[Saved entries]
┄┄┄┄┄┄┄┄┄┄┄┄┄┄┄┄┄┄┄┄
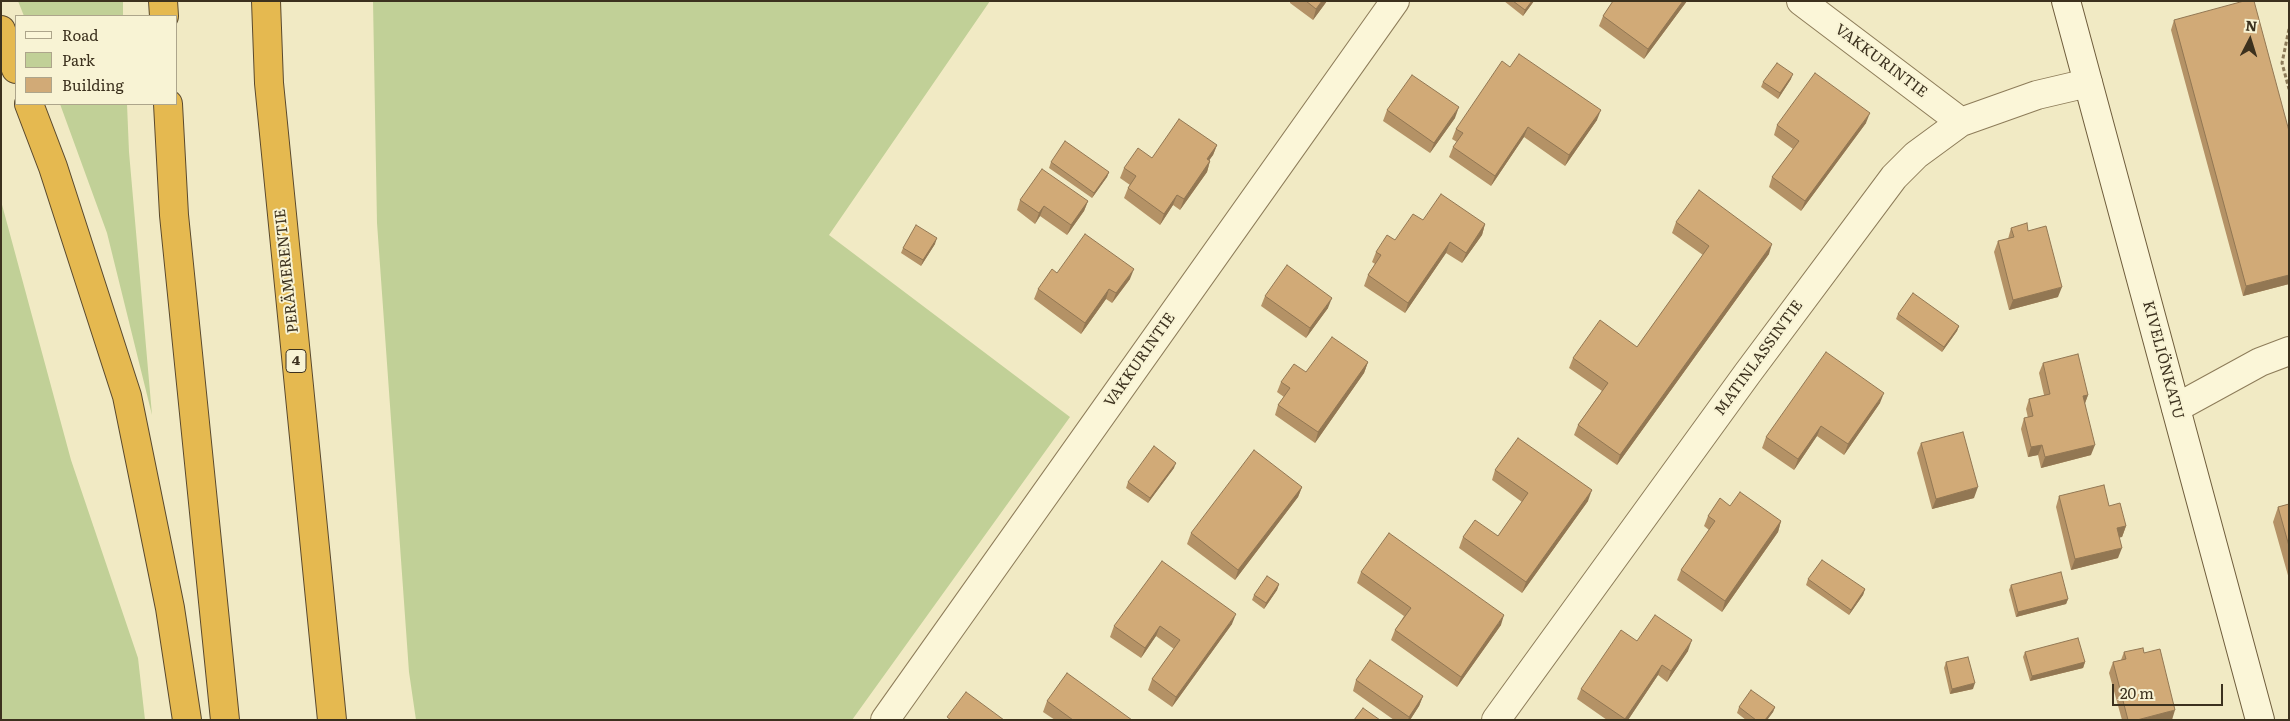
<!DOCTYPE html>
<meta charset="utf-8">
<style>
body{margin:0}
#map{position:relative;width:2290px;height:721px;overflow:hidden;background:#f1eac4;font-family:Literata,serif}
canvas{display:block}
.frame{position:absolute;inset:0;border:2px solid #3c311e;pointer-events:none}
.legend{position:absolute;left:15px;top:15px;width:162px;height:90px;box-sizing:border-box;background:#f8f3d4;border:1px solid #ada58b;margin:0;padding:6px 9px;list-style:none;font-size:15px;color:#3c311e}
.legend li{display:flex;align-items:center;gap:10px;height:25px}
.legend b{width:25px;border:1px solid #ada58b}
.north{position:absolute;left:2225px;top:15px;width:50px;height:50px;-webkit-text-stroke:4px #f8f3d4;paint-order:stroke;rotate:5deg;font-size:14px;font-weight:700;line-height:20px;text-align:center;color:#3c311e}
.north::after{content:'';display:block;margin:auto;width:18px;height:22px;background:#3c311e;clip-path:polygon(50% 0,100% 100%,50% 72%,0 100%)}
.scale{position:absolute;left:2112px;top:684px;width:111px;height:22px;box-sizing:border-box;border:2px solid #3c311e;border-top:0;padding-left:6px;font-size:15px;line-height:18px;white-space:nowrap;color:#3c311e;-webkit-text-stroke:4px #f8f3d4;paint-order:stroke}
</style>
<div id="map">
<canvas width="2290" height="721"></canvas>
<div class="frame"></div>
<ul class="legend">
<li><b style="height:6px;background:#fbf6d8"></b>Road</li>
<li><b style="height:14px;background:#c1d097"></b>Park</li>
<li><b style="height:14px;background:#d1aa77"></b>Building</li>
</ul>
<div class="north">N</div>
<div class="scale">20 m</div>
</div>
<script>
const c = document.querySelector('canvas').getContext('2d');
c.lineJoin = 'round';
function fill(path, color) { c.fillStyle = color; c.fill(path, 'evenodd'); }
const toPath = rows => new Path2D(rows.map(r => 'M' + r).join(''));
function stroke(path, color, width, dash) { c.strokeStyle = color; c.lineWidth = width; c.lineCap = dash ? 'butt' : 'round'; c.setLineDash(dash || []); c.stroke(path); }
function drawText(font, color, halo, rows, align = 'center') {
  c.font = font + ' Literata,serif'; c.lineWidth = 4; c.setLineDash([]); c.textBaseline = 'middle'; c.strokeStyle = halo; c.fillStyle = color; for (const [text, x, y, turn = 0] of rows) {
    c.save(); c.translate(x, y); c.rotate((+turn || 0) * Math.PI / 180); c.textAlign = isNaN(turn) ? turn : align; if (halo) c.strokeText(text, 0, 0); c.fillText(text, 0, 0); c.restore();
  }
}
const green = toPath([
 [18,1,123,1,123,16,24,16],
 [373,1,990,1,829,235,1070,417,852,720,416,720,409,672,377,223],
 [60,104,127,104,129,152,152,415,107,233],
 [1,201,71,460,138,658,145,720,1,720]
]);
const path = toPath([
 [2289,29,2282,63,2289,89]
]);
const street = toPath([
 [1801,1,1961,122],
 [2176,408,2260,362,2289,351],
 [885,720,1395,1],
 [1496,720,1747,374,1894,177,1916,155,1961,122,2037,95,2088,83]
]);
const secondary = toPath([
 [2066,1,2260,720]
]);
const highway = toPath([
 [163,1,164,16],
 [266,1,269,83,332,720],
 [1,30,16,69],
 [29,104,53,167,127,396,170,608,187,720],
 [168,104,174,215,225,720]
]);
const wall = toPath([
 [1290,1,1327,1,1313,20,1290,3],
 [1504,1,1534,1,1523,16],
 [1613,1,1687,1,1644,59,1599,26,1603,16],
 [2174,20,2289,284,2243,296,2171,30],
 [1510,67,1597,120,1565,166,1524,137,1491,186,1449,157,1453,147,1457,142,1452,139,1456,129],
 [1791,79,1778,99,1761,87,1763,82],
 [1387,110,1455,118,1430,153,1383,121],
 [1866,123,1801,211,1769,187,1772,177,1793,149,1774,135,1777,125],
 [1217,145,1213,155,1209,160,1210,161,1207,172,1180,210,1173,205,1160,225,1124,198,1128,188,1130,185,1120,178,1124,168,1152,158],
 [1051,162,1109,172,1107,177,1092,198,1049,168],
 [1020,200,1088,201,1084,211,1067,235,1040,216,1035,224,1017,210],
 [1423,220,1485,224,1482,235,1462,263,1446,253,1405,313,1364,286,1368,275,1375,264,1372,262,1376,252,1395,240],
 [1676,222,1769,254,1617,465,1574,435,1578,425,1602,391,1569,368,1573,358,1637,347,1703,255,1672,233],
 [2011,228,2028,231,2058,297,2009,310,1994,252,1998,241,2008,239],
 [935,244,921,266,901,253,903,248],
 [1057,273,1130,279,1112,303,1106,299,1081,334,1034,299,1038,289],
 [1265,296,1328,308,1306,338,1261,306],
 [1898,314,1959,326,1957,331,1942,352,1896,319],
 [1368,362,1364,373,1315,443,1275,415,1278,405,1284,397,1277,392,1281,382,1306,372],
 [2043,363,2088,395,2085,403,2091,455,2041,468,2038,455,2028,457,2021,429,2024,418,2028,418,2026,409,2029,399,2044,395,2039,373],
 [1880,403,1844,455,1817,436,1794,470,1762,448,1766,437],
 [1921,443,1974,498,1932,509,1917,453],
 [1174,468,1148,503,1126,488,1128,482],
 [1495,470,1588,501,1522,593,1459,548,1463,537,1498,536,1522,502,1492,480],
 [1302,487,1298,497,1235,580,1187,544,1191,533],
 [2059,496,2109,506,2126,526,2122,537,2119,537,2118,558,2071,570,2056,507],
 [2289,504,2289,579,2273,522,2278,507],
 [1730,506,1781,521,1778,532,1722,612,1677,580,1681,570,1709,530,1704,526,1708,516],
 [1361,572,1501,625,1457,687,1391,640,1395,630,1404,616,1357,583],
 [1808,579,1865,589,1863,595,1849,615,1806,585],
 [1279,584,1277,590,1264,609,1252,600,1254,595],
 [2011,585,2068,599,2066,604,2016,617,2009,590],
 [1232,624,1172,707,1148,690,1152,679,1174,649,1156,636,1141,658,1110,637,1114,626],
 [1637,641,1688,651,1667,682,1658,675,1628,720,1607,720,1577,699,1581,689],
 [2025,652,2085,662,2083,668,2030,681,2023,657],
 [2124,652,2144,653,2172,720,2122,720,2109,673,2113,662,2121,660],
 [1946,662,1973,689,1950,694,1944,668],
 [1356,680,1423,696,1419,706,1410,720,1394,720,1353,691],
 [1047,701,1132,720,1055,720,1043,712],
 [1739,707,1775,707,1773,712,1767,720,1746,720,1737,713]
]);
const shadedWall = toPath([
 [1322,1,1327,1,1313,20,1316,9],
 [1532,1,1534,1,1523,16,1525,10],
 [1683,1,1687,1,1644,59,1648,49],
 [1793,74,1791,79,1778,99,1780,93],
 [1459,107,1455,118,1430,153,1434,143],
 [1601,110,1597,120,1565,166,1569,155],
 [1870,113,1866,123,1801,211,1805,201],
 [1528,127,1524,137,1491,186,1495,176],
 [1217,145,1213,155,1203,169,1207,159],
 [1210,161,1207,172,1180,210,1184,199],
 [1109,172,1107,177,1092,198,1094,193],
 [1177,195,1173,205,1160,225,1164,214],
 [1088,201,1084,211,1067,235,1071,225],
 [1044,206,1040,216,1035,224,1039,213],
 [1485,224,1482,235,1462,263,1466,253],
 [937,238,935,244,921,266,923,260],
 [1450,242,1446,253,1405,313,1408,303],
 [1772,244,1769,254,1617,465,1620,455],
 [1134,269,1130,279,1112,303,1116,293],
 [2289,275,2289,284,2243,296,2246,286],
 [2062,287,2058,297,2009,310,2013,300],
 [1109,289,1106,299,1081,334,1085,323],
 [1332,298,1328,308,1306,338,1310,328],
 [1959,326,1957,331,1942,352,1944,347],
 [1368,362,1364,373,1315,443,1318,432],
 [1884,393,1880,403,1844,455,1848,444],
 [2088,395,2084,406,2083,396],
 [1821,426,1817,436,1794,470,1798,459],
 [2042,445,2038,455,2028,457,2031,447],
 [2095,445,2091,455,2041,468,2045,457],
 [1176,463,1174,468,1148,503,1150,498],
 [1302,487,1298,497,1235,580,1238,570],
 [1978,487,1974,498,1932,509,1936,499],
 [1592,490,1588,501,1522,593,1526,582],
 [1781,521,1778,532,1722,612,1725,601],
 [2126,526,2122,537,2114,539,2117,528],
 [2122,548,2118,558,2071,570,2075,559],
 [1279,584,1277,590,1264,609,1266,603],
 [1865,589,1863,595,1849,615,1851,610],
 [2068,599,2066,604,2016,617,2018,612],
 [1236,614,1232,624,1172,707,1176,697],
 [1504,615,1501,625,1457,687,1461,677],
 [1160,626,1156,636,1141,658,1145,648],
 [1692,640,1688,651,1667,682,1671,671],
 [2085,662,2083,668,2030,681,2032,676],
 [1662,665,1658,675,1628,720,1624,720],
 [1975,683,1973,689,1950,694,1952,689],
 [1423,696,1419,706,1410,720,1408,720,1409,717],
 [1775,707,1773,712,1767,720,1765,720],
 [2175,710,2172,720,2137,720]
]);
const building = toPath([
 [1306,1,1322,1,1316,9,1306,1],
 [1513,1,1532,1,1525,10,1513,1],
 [1613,1,1683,1,1648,49,1603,16,1613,1],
 [2244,1,2254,1,2289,131,2289,275,2246,286,2174,20,2244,1],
 [1519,54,1601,110,1569,155,1528,127,1495,176,1453,147,1463,133,1456,129,1502,61,1510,67,1519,54],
 [1777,63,1793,74,1780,93,1763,82,1777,63],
 [1815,73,1870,113,1805,201,1772,177,1799,141,1777,125,1815,73],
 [1412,75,1459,107,1434,143,1387,110,1412,75],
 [1179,119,1217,145,1207,159,1210,161,1184,199,1177,195,1164,214,1128,188,1136,176,1124,168,1138,148,1152,158,1179,119],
 [1065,141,1109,172,1094,193,1051,162,1065,141],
 [1042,169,1088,201,1071,225,1044,206,1039,213,1020,200,1042,169],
 [1699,190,1772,244,1620,455,1578,425,1608,383,1573,358,1600,320,1637,347,1709,246,1676,222,1699,190],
 [1441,194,1485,224,1466,253,1450,242,1408,303,1368,275,1381,255,1376,252,1387,235,1395,240,1413,214,1423,220,1441,194],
 [2027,223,2028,231,2046,226,2062,287,2013,300,1998,241,2014,237,2011,228,2027,223],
 [916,225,937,238,923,260,903,248,916,225],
 [1085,234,1134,269,1116,293,1109,289,1085,323,1038,289,1052,269,1057,273,1085,234],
 [1287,265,1332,298,1310,328,1265,296,1287,265],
 [1913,293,1959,326,1944,347,1898,314,1913,293],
 [1332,337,1368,362,1318,432,1278,405,1290,388,1281,382,1294,364,1306,372,1332,337],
 [1826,352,1884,393,1848,444,1821,426,1798,459,1766,437,1826,352],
 [2078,354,2088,395,2083,396,2095,445,2045,457,2042,445,2031,447,2024,418,2033,416,2029,399,2050,394,2043,363,2078,354],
 [1963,432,1978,487,1936,499,1921,443,1963,432],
 [1518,438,1592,490,1526,582,1463,537,1475,520,1498,536,1528,493,1495,470,1518,438],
 [1154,446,1176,463,1150,498,1128,482,1154,446],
 [1254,450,1302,487,1238,570,1191,533,1254,450],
 [2104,485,2109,506,2120,503,2126,526,2117,528,2122,548,2075,559,2059,496,2104,485],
 [1740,492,1781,521,1725,601,1681,570,1715,521,1708,516,1720,498,1730,506,1740,492],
 [2289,504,2289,546,2278,507,2289,504],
 [1389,533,1504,615,1461,677,1395,630,1411,608,1361,572,1389,533],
 [1822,560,1865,589,1851,610,1808,579,1822,560],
 [1162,561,1236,614,1176,697,1152,679,1180,640,1160,626,1145,648,1114,626,1162,561],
 [2061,572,2068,599,2018,612,2011,585,2061,572],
 [1267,576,1279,584,1266,603,1254,595,1267,576],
 [1655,615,1692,640,1671,671,1662,665,1625,719,1581,689,1621,630,1637,641,1655,615],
 [2078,638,2085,662,2032,676,2025,652,2078,638],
 [2143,648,2144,653,2160,649,2175,710,2137,720,2128,720,2113,662,2126,659,2124,652,2143,648],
 [1968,657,1975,683,1952,689,1946,662,1968,657],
 [1370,660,1423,696,1409,717,1356,680,1370,660],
 [1067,673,1132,720,1073,720,1047,701,1067,673],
 [1751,690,1775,707,1765,720,1756,720,1739,707,1751,690],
 [966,692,1004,720,951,720,947,717,966,692],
 [1363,708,1380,720,1354,720,1363,708]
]);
const shields = [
 [296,361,20]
];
const shieldNames = [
 ["4",296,361]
];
const streetNames = [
 ["VAKKURINTIE",1881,61,37],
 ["PERÄMERENTIE",287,271,-96],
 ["MATINLASSINTIE",1759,358,-54],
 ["VAKKURINTIE",1140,360,-55],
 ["KIVELIÖNKATU",2163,360,75]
];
fill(green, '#c1d097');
stroke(street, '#8d7c59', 30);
stroke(secondary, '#6f5d3c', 30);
stroke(highway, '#5a492d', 30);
stroke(path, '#8d7c59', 3, [4, 2.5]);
stroke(street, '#fbf6d8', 28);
stroke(secondary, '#fbf6d8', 28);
stroke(highway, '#e5b950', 28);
fill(wall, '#b49266');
fill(shadedWall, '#927753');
fill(building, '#d1aa77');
stroke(building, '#927753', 1);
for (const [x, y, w] of shields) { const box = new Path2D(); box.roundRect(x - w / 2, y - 11.5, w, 23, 4); c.fillStyle = '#f8f3d4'; c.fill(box); stroke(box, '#3c311e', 1); }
drawText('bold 14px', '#3c311e', null, shieldNames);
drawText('15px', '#3c311e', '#f8f3d4', streetNames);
</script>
┄┄┄┄┄┄┄┄┄┄┄┄┄┄┄┄┄┄┄┄
> _EXERCISE_
Nothing but a number should be given: how many lines in the records hold the word "halo".

> _SOLUTION_
3